Elisna mengakui harapan hidup penderita kanker saat ini jauh lebih lama, meski obat yang tersedia masih terbatas.
Perwakilan komunitas Sahabat Lestari, Tantri Moerdopo, mengungkapkan pentingnya fungsi rumah singgah dalam proses pengobatan kanker. Namun, hingga saat ini ketersediaan rumah singgah ini tidak memiliki dasar hukum yang jelas.
Usulan profesi pendamping pasien kanker
Pada kesempatan diskusi itu juga berkembang usulan agar profesi pendamping pasien juga diakui keberadaannya sebagai bagian upaya mewujudkan proses penyembuhan kanker yang lebih efektif.
Selain itu, berkembang pula permintaan agar obat kanker ovarium ditanggung BPJS Kesehatan dan bahan titanium yang memungkinkan pasien kanker tulang bisa berjalan dibebaskan dari pajak barang mewah.
Menanggapi sejumlah usulan tersebut, Hasbullah berpendapat, seharusnya dukungan agar menjadi sehat harus diperkuat. Karena dengan sehat, tambah dia, orang bisa produktif dan menjadi sumber pendapatan negara.
"Jadi seharusnya negara mempermudah orang sakit untuk menjadi sehat. Jangan malah mengenakan pajak alat pendukung pengobatan orang yang sakit," ujarnya.
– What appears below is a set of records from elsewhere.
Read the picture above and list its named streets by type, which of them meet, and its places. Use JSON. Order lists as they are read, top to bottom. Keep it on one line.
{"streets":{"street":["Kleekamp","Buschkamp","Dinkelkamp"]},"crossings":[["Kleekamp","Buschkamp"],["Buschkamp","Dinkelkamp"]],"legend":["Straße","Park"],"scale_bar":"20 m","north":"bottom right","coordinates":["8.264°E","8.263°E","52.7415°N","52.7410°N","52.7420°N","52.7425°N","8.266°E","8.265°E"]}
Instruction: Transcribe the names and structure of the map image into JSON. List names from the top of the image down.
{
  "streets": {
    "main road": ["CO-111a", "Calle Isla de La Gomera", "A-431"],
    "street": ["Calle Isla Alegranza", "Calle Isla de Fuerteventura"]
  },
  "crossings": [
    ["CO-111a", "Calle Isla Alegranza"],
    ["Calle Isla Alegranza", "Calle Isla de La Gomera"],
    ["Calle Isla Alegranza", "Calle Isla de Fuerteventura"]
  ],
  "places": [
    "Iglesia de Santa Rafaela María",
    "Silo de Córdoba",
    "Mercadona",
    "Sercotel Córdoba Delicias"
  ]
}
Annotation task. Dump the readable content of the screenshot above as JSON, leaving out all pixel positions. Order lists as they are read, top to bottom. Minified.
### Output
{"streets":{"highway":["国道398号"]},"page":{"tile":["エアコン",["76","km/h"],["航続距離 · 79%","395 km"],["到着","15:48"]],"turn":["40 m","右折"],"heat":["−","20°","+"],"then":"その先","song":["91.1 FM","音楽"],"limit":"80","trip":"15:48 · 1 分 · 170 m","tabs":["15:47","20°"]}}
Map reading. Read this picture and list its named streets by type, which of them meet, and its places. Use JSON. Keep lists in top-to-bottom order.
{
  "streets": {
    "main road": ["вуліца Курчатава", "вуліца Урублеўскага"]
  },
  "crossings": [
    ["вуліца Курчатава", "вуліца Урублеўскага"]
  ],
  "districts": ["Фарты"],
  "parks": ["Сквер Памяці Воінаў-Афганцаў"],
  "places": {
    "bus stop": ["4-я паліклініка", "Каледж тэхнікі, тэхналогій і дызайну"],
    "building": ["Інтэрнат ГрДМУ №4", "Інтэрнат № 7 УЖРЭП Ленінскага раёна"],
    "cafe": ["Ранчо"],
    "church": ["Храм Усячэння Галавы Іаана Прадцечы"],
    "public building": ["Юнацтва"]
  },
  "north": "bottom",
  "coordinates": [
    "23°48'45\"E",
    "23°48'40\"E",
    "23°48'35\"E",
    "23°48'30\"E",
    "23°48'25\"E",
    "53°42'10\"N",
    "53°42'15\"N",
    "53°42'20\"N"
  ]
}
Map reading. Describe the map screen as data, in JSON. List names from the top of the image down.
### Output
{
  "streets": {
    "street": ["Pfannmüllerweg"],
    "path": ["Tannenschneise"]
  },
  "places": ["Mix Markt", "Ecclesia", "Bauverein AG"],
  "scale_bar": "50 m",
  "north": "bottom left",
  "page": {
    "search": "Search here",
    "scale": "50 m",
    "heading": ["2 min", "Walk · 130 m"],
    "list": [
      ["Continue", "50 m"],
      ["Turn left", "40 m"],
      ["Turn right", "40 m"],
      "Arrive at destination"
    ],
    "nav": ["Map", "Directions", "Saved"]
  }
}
Sementara itu, Anggota Komisi IX DPR Nurhadi berpendapat banyaknya aspirasi yang diserap dalam diskusi ini sangat penting bagi lahirnya kebijakan penanggulangan kanker di Tanah Air. Angka kasus kanker yang cukup tinggi harus segera diatasi dengan mengatasi berbagai tantangan yang dihadapi pasien kanker.
Ia berjanji akan segera berkoordinasi dengan pihak-pihak terkait untuk menjawab berbagai permasalahan yang ada.
"Negara harus hadir dalam upaya penanggulangan kanker dan Fraksi Partai NasDem menolak usulan kenaikan iuran BPJS Kesehatan," tegas Nurhadi.